La correction manque de signaux clés alors que les investisseurs retirent 13,9 milliards de dollars des actions américaines
La correction du marché mondial n'a pas encore trouvé de plancher définitif, selon une analyse de Bank of America datée du 7 mars. Les stratèges notent que si certains actifs comme les logiciels et le bitcoin semblent survendus, deux des quatre conditions clés pour un creux de marché ne sont pas encore remplies. Plus précisément, les prix du pétrole et le dollar américain n'ont pas encore inversé leurs tendances à la hausse, et le S&P 500 n'a pas connu de capitulation totale des prix. Le sentiment des investisseurs reste obstinément optimiste, l'indicateur Bull & Bear de la banque étant à 9,2, profondément en territoire « extrêmement haussier », ce qui limite généralement le potentiel d'un rebond durable.
Les flux de fonds récents illustrent une rotation spectaculaire des actions vers les actifs réels. Les actions américaines ont enregistré leur plus forte sortie hebdomadaire en six semaines, soit 13,9 milliards de dollars. En revanche, le secteur de l'énergie a enregistré son plus grand afflux hebdomadaire de tous les temps, soit 7 milliards de dollars, tandis que l'or a connu sa plus grande sortie depuis octobre 2025, perdant 1,8 milliard de dollars. Ce mouvement met en évidence la course des investisseurs vers des actifs de couverture contre l'inflation qui ont auparavant affiché de bonnes performances, même si les marchés boursiers fléchissent.
Nvidia interrompt le plan de 100 milliards de dollars pour OpenAI, menaçant le rallye des actions d'IA
Le récit d'une dépense illimitée en capital d'IA montre ses premières fissures après que Nvidia a déclaré qu'un investissement de 100 milliards de dollars précédemment discuté dans OpenAI n'était "pas dans le plan". L'entreprise a indiqué qu'un accord de financement de 30 milliards de dollars était la limite supérieure probable. Bank of America considère ce développement comme un avertissement précoce significatif indiquant que la phase de croissance exponentielle des dépenses en IA pourrait ralentir.

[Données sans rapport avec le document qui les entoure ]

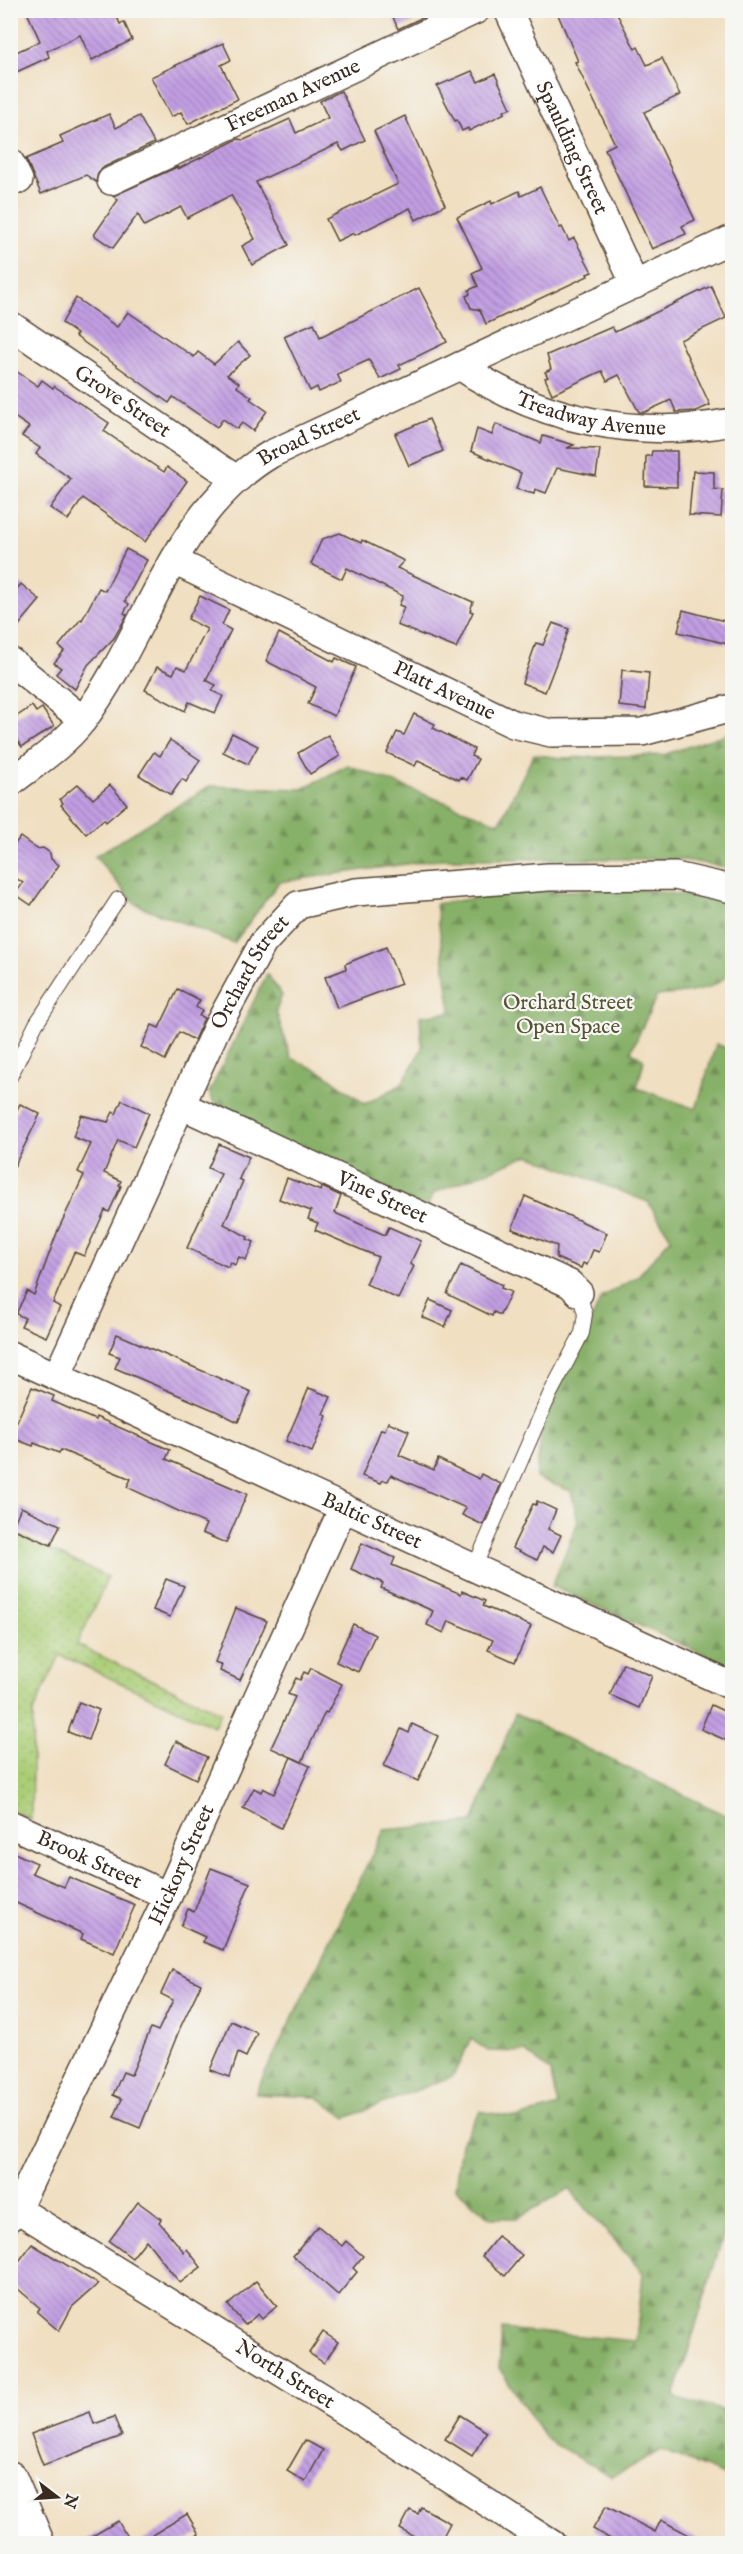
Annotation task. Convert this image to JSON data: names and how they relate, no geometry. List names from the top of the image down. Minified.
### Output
{"streets":{"street":["Freeman Avenue","Spaulding Street","Grove Street","Treadway Avenue","Broad Street","Platt Avenue","Orchard Street","Vine Street","Baltic Street","Brook Street","Hickory Street","North Street"]},"crossings":[["Spaulding Street","Broad Street"],["Grove Street","Broad Street"],["Treadway Avenue","Broad Street"],["Broad Street","Platt Avenue"],["Orchard Street","Vine Street"],["Orchard Street","Baltic Street"],["Baltic Street","Hickory Street"],["Brook Street","Hickory Street"],["Hickory Street","North Street"]],"parks":["Orchard Street Open Space"],"north":"right"}
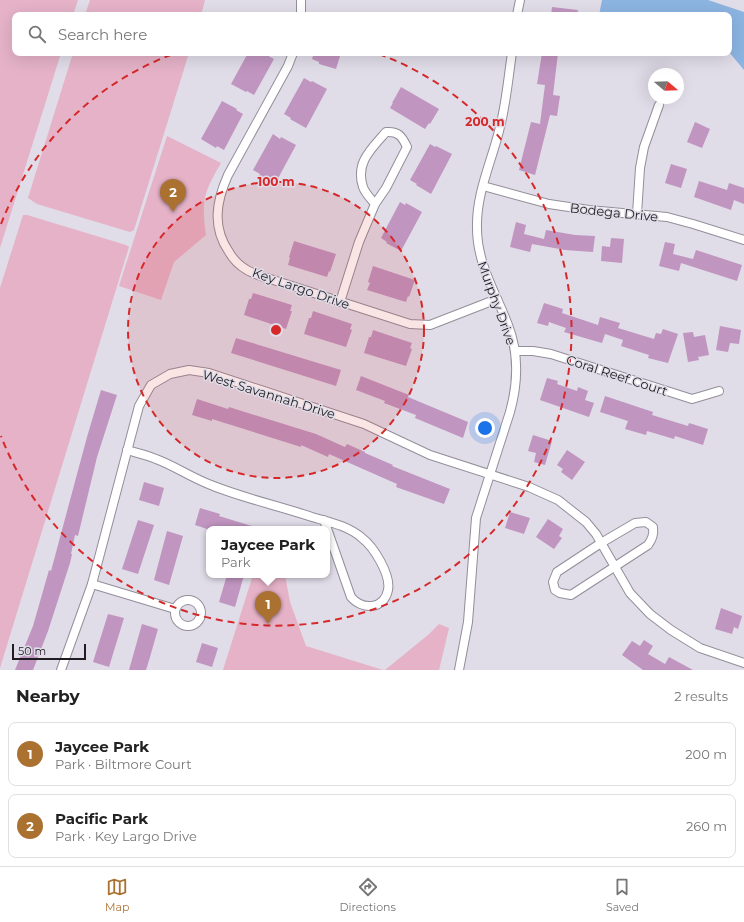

Un ralentissement confirmé des investissements en IA pourrait défaire plusieurs transactions populaires. Cela sert de catalyseur pour inverser les paris contre les obligations technologiques et remet en question la stratégie dominante "longue sur les semi-conducteurs, courte sur les logiciels". La santé du secteur des logiciels est désormais un baromètre critique du marché. Les analystes ont identifié les niveaux techniques clés à surveiller pour une stabilité plus large du marché : l'ETF logiciel (IGV) doit maintenir le niveau de 80 dollars, et l'ETF de prêts bancaires (BKLN) doit défendre son plus bas de février de 20 dollars pour éviter de signaler un événement de crédit plus profond.
BofA privilégie un boom inflationniste, citant une hausse de 30 % du prix du pétrole en 2026
En regardant la situation macroéconomique plus large, la prévision de base de Bank of America est celle d'un « boom inflationniste » dans les années 2020, plutôt qu'une répétition de la stagflation de type années 1970. Cette vision est soutenue par le populisme politique, les excès budgétaires et les politiques des banques centrales qui tolèrent une inflation plus élevée pour soutenir les prix des actifs. Dans ce scénario, les matières premières, les actifs réels et les actions internationales sont positionnés pour surperformer. La performance du marché depuis le début de l'année 2026 s'aligne sur ce thème, avec une hausse du pétrole de 30 % et des matières premières en général de 22,6 %, tandis que le S&P 500 n'a gagné que 0,3 %.
Cependant, cette perspective est conditionnelle à la stabilité géopolitique. Si les conflits régionaux provoquent une flambée des prix du pétrole au-dessus de 100-120 dollars le baril, le scénario de stagflation devient plus probable. Un tel choc forcerait un changement d'allocation d'actifs défensive vers le pétrole, le dollar américain et les actions de défense mondiales, tout en exerçant une forte pression sur les marchés importateurs d'énergie comme le Japon, la Corée et l'Europe. Le manuel des années 1970 a montré que l'or et les matières premières étaient les performances les plus constantes pendant les périodes de forte inflation et de faible croissance.